Acute lymphoblastic leukemia (ALL) is the most common cancer in children, and the incidence of the disease varies by ethnicity. Available evidence indicates an inherited predisposition to ALL, but the genetic basis of ALL susceptibility in diverse ancestry has not been examined in detail. Xu and colleagues performed a multiethnic genome-wide association study in 1,605 children with ALL and 6,661 control subjects after adjusting for population structure, with validation performed in three replication series of 845 case subjects and 4,316 control subjects.
A novel ALL susceptibility locus at 10p12.31-12.2 (BMI1-PIP4K2A, rs7088318, P = 1.1×10−11) was identified in the genome-wide association study, with independent replication in European Americans (P = .001), African Americans (P = .009), and Hispanic Americans (P = .04). Association was also validated at four known ALL susceptibility loci: ARID5B, IKZF1, CEBPE, and CDKN2A/2B. The associations at ARID5B, IKZF1, and BMI1-PIP4K2A variants were consistent across ethnicity, with multiple independent signals at IKZF1 and BMI1-PIP4K2A loci.

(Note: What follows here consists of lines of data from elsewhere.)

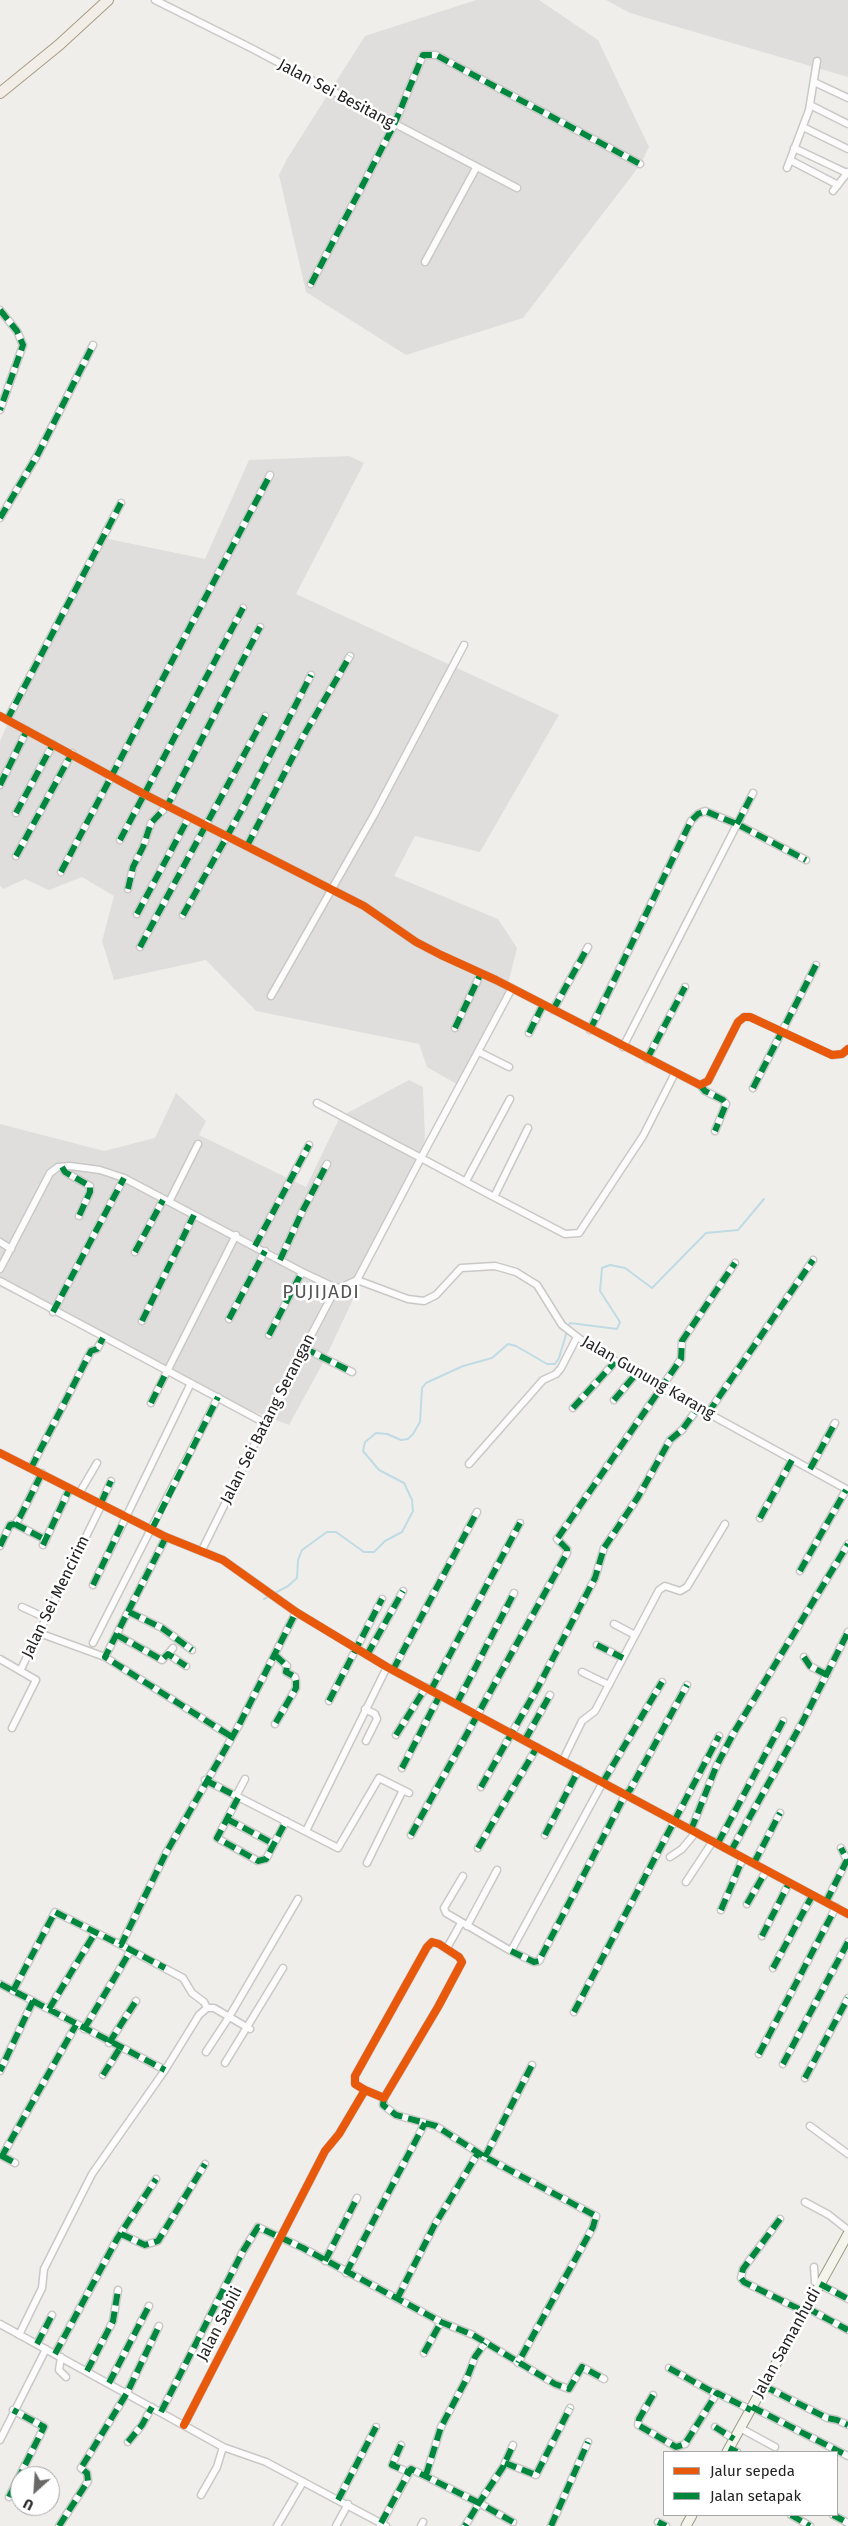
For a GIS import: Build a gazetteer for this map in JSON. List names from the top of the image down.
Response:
{
  "streets": {
    "street": [
      "Jalan Sei Besitang",
      "Jalan Gunung Karang",
      "Jalan Sei Batang Serangan",
      "Jalan Sei Mencirim",
      "Jalan Sabili",
      "Jalan Samanhudi"
    ]
  },
  "districts": ["PUJIJADI"],
  "legend": ["Jalur sepeda", "Jalan setapak"],
  "north": "bottom left"
}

The frequency of ARID5B and BMI1-PIP4K2A variants differed by ethnicity, paralleling ethnic differences in ALL incidence. Evidence for a modifying effect of age on genetic predisposition to ALL was also observed. The ARID5B, IKZF1, CEBPE, and BMI1-PIP4K2A variants cumulatively conferred strong predisposition to ALL, with children carrying six to eight copies of risk alleles at these single nucleotide polymorphisms being at a ninefold higher ALL risk compared with those carrying 0 to 1 risk alleles.
The investigators concluded, “These findings indicate strong associations between inherited genetic variation and ALL susceptibility in children and shed new light on ALL molecular etiology in diverse ancestry.” ■
Xu H, et al: J Natl Cancer Inst 105:733-742, 2013.